(Saved entries):
--- START ---
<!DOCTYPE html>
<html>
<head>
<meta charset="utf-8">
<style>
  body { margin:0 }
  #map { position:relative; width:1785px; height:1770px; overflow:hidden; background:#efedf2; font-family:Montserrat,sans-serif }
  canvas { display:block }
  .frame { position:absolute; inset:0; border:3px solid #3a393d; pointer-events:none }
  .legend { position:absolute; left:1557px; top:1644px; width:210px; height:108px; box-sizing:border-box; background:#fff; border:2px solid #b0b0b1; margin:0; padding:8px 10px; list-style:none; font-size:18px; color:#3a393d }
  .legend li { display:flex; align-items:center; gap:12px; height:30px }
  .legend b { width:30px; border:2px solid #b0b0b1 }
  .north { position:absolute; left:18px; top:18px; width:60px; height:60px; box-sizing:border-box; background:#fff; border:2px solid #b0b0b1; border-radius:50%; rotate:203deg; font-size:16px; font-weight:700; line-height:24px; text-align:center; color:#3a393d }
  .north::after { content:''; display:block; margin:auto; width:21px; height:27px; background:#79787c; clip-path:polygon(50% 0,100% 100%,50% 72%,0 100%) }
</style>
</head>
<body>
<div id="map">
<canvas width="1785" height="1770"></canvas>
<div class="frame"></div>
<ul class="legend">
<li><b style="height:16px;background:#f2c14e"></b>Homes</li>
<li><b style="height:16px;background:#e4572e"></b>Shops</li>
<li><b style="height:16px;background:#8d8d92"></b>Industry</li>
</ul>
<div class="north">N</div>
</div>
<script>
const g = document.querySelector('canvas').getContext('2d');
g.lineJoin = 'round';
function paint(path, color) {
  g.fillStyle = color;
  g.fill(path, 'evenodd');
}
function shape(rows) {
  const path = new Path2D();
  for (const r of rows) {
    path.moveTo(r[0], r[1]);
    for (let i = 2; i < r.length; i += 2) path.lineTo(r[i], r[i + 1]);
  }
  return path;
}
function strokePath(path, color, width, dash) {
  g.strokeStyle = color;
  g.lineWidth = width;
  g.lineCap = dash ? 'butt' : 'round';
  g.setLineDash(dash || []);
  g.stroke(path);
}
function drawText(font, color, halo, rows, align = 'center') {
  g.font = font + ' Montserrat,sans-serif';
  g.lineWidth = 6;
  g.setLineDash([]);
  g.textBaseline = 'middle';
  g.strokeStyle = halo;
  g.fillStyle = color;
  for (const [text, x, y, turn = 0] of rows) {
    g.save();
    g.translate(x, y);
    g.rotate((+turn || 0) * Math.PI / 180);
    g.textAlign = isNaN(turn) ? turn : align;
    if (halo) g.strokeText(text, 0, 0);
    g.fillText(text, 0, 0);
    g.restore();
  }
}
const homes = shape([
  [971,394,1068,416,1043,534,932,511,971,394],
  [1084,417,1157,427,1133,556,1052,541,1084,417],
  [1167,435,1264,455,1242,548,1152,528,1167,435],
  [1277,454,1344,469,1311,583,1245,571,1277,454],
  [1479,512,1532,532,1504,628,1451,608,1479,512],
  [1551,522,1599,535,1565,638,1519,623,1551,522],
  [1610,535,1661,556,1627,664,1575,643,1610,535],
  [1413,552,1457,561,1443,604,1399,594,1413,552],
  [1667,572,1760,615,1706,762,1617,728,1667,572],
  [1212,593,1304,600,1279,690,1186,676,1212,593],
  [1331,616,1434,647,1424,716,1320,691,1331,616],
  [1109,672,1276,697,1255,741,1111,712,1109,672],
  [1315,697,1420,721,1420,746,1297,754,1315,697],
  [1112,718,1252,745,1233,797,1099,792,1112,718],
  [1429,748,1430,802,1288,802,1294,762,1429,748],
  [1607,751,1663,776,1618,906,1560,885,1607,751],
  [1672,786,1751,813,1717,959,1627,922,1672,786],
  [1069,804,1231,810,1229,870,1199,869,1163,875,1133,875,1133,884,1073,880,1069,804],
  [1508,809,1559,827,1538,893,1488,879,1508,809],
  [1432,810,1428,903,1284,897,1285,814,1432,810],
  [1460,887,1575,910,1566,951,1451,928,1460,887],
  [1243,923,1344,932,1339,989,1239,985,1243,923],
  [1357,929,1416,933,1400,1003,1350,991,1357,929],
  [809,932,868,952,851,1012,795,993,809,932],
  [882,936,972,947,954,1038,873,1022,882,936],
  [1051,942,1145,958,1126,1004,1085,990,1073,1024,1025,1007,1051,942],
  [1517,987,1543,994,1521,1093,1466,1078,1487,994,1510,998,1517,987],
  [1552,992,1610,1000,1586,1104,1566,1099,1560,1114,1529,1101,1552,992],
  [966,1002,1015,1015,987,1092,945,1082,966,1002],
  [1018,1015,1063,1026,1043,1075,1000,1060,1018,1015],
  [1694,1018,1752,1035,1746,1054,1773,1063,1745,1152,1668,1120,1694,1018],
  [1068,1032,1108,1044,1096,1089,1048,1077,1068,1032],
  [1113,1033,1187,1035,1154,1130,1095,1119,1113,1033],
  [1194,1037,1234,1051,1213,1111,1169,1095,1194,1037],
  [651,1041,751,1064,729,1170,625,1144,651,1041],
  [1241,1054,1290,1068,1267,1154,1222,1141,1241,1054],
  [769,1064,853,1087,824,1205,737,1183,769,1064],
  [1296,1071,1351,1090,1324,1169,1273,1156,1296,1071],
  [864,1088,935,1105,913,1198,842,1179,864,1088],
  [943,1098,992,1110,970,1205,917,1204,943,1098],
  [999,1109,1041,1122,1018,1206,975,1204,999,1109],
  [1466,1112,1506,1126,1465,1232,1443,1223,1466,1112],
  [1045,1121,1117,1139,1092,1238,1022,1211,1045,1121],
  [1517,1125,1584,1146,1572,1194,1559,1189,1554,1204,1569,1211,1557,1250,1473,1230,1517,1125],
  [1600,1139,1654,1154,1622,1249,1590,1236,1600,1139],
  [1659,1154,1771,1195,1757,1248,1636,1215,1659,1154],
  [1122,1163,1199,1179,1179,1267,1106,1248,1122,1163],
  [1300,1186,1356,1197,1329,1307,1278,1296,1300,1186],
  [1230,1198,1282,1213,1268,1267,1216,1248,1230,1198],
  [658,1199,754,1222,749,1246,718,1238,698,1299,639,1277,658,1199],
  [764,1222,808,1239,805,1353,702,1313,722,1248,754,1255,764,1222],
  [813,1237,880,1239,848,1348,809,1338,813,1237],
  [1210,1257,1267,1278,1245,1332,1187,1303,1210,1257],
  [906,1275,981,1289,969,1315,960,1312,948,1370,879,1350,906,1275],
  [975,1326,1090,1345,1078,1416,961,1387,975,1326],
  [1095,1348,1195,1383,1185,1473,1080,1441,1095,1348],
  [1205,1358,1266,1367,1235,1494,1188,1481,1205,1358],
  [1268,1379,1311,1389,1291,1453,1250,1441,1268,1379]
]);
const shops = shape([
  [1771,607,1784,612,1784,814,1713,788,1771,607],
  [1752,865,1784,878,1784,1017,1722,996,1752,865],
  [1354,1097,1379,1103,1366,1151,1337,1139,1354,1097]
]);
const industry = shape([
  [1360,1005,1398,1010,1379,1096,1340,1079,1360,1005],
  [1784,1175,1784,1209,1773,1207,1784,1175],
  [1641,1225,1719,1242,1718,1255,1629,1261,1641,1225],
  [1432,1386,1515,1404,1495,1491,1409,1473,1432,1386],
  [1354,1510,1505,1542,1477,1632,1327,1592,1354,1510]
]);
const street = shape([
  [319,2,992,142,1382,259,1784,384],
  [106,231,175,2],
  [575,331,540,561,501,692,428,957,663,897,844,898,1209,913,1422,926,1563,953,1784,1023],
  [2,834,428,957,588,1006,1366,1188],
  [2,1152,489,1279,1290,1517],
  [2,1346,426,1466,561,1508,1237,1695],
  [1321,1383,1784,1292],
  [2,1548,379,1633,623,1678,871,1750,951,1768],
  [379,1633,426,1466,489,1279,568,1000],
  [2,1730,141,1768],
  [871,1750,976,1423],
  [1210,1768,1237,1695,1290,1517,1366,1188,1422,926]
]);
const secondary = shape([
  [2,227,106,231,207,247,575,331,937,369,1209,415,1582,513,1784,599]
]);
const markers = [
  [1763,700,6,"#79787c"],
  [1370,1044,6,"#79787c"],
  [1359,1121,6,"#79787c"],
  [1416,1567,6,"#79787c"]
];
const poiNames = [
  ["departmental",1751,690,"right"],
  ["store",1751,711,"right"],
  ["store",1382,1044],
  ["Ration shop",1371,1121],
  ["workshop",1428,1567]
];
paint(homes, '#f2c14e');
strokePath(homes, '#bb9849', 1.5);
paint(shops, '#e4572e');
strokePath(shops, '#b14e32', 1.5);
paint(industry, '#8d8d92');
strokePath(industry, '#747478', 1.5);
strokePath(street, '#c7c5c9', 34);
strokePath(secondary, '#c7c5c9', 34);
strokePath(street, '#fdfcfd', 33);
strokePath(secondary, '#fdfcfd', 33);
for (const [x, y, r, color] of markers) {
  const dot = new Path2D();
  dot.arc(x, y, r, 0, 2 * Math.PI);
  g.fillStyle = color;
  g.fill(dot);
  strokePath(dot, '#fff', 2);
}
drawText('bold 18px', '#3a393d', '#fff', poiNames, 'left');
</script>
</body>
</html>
--- END ---
(Your assignment): Some lines above hold the word "canvas". Copy all of them.

(Reply to the exercise):
  canvas { display:block }
<canvas width="1785" height="1770"></canvas>
const g = document.querySelector('canvas').getContext('2d');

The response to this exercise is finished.